Please write out the final portion of the records below exactly: the line containing "Bounding boxes for", every line after it, and nothing else.

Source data
============================================================

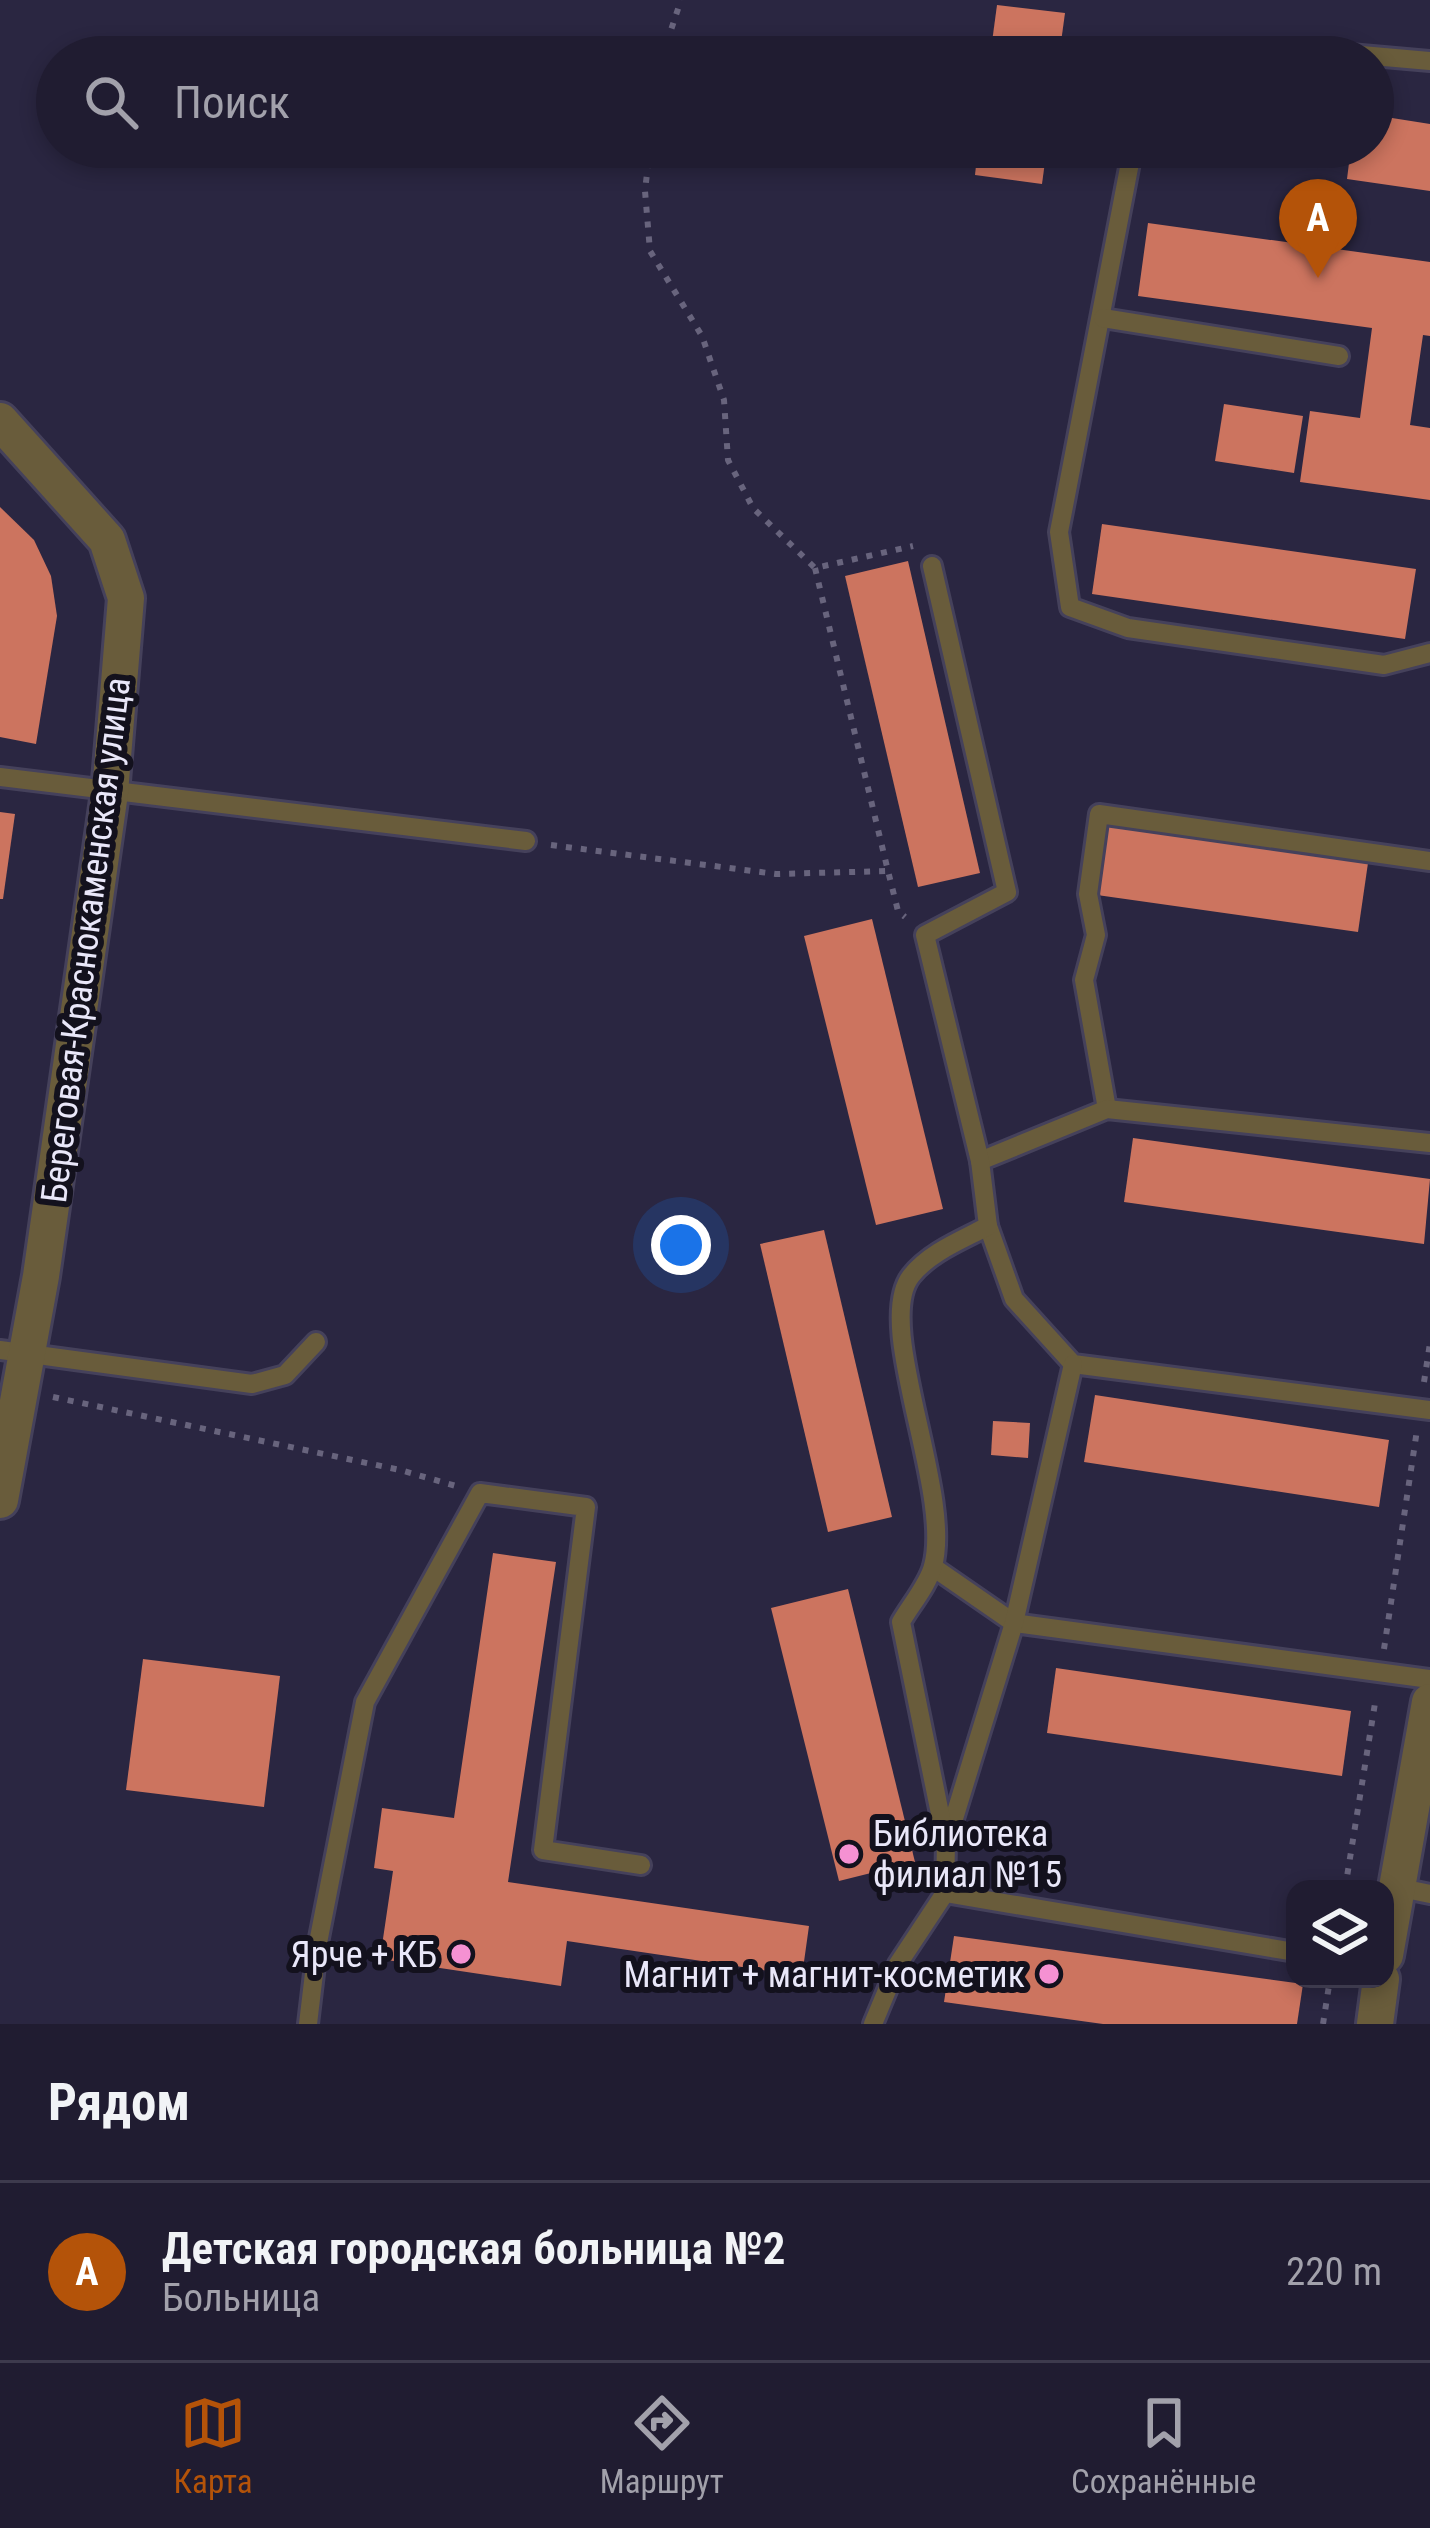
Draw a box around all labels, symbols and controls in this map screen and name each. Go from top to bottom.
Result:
search box [36,36,1394,168]
icon: search [78,69,144,135]
text: Поиск [174,76,290,129]
pin: A [1279,179,1357,278]
street label: Береговая-Краснокаменская улица [33,675,139,1205]
your location [651,1215,711,1275]
place label: Библиотека филиал №15 [873,1813,1062,1896]
marker: Библиотека филиал №15 [836,1841,862,1867]
map controls [1286,1880,1394,1988]
button: layers [1286,1880,1394,1988]
place label: Ярче + КБ [290,1934,437,1976]
marker: Ярче + КБ [448,1941,474,1967]
place label: Магнит + магнит-косметик [624,1954,1025,1996]
marker: Магнит + магнит-косметик [1036,1961,1062,1987]
text: Рядом [48,2073,190,2132]
text: Детская городская больница №2 [162,2222,785,2275]
text: A [75,2249,99,2295]
text: 220 m [1286,2249,1382,2295]
text: Больница [162,2275,320,2321]
tab: Карта [174,2390,252,2501]
tab: Маршрут [600,2390,724,2501]
tab: Сохранённые [1071,2390,1256,2501]

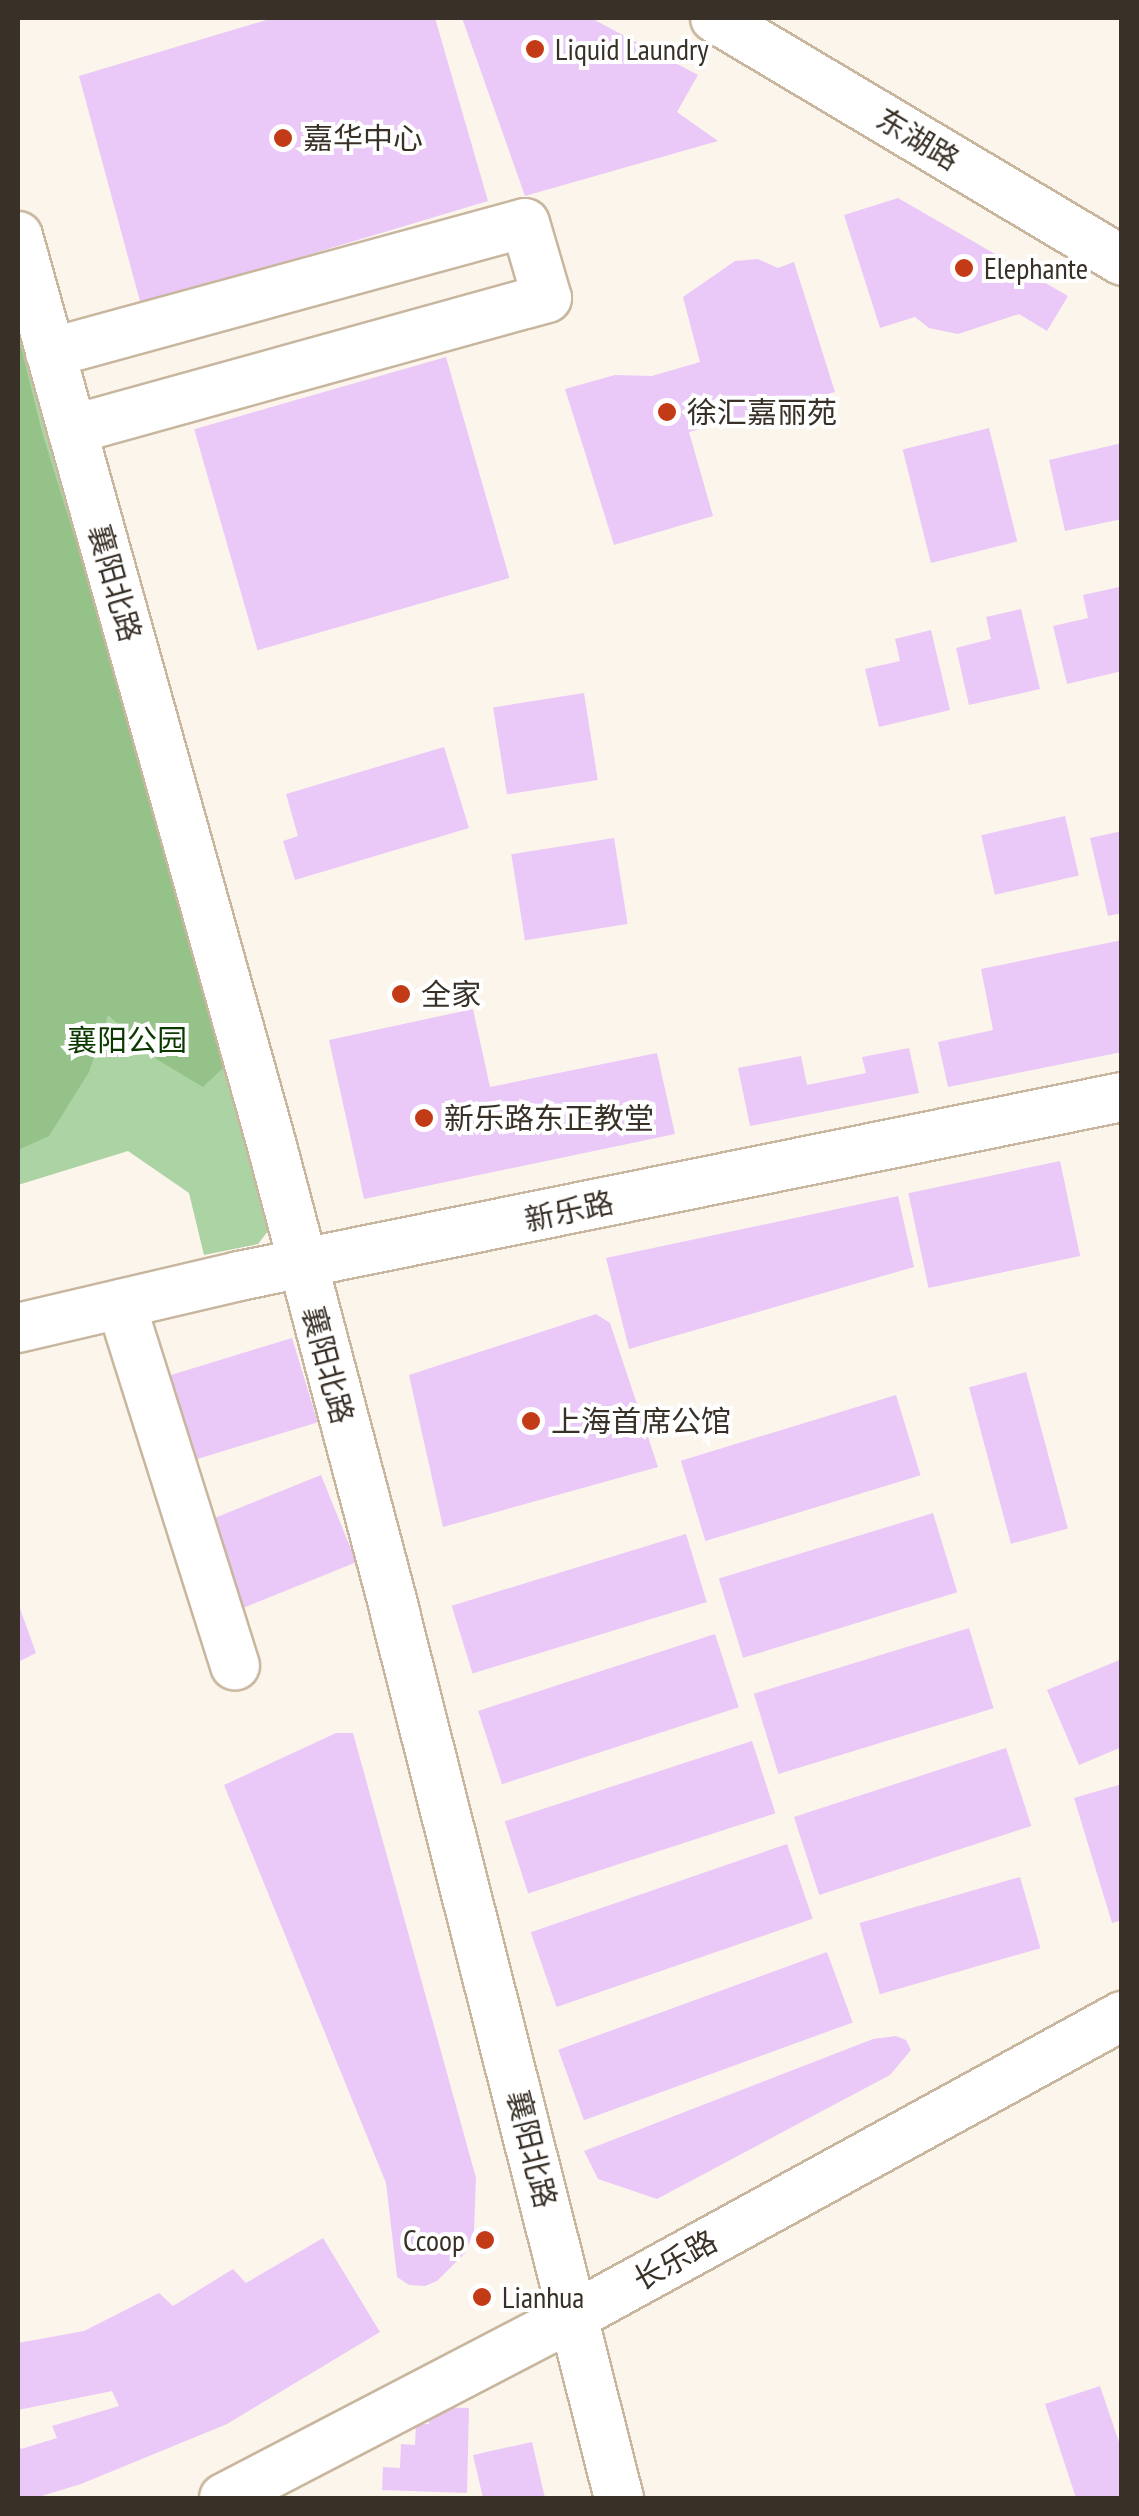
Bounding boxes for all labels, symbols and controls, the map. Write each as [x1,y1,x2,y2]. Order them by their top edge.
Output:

============================================================

- [Exercise solution]
Bounding boxes for all labels, symbols and controls, the map. Write each as [x1,y1,x2,y2]. Order them by their top edge.
Output:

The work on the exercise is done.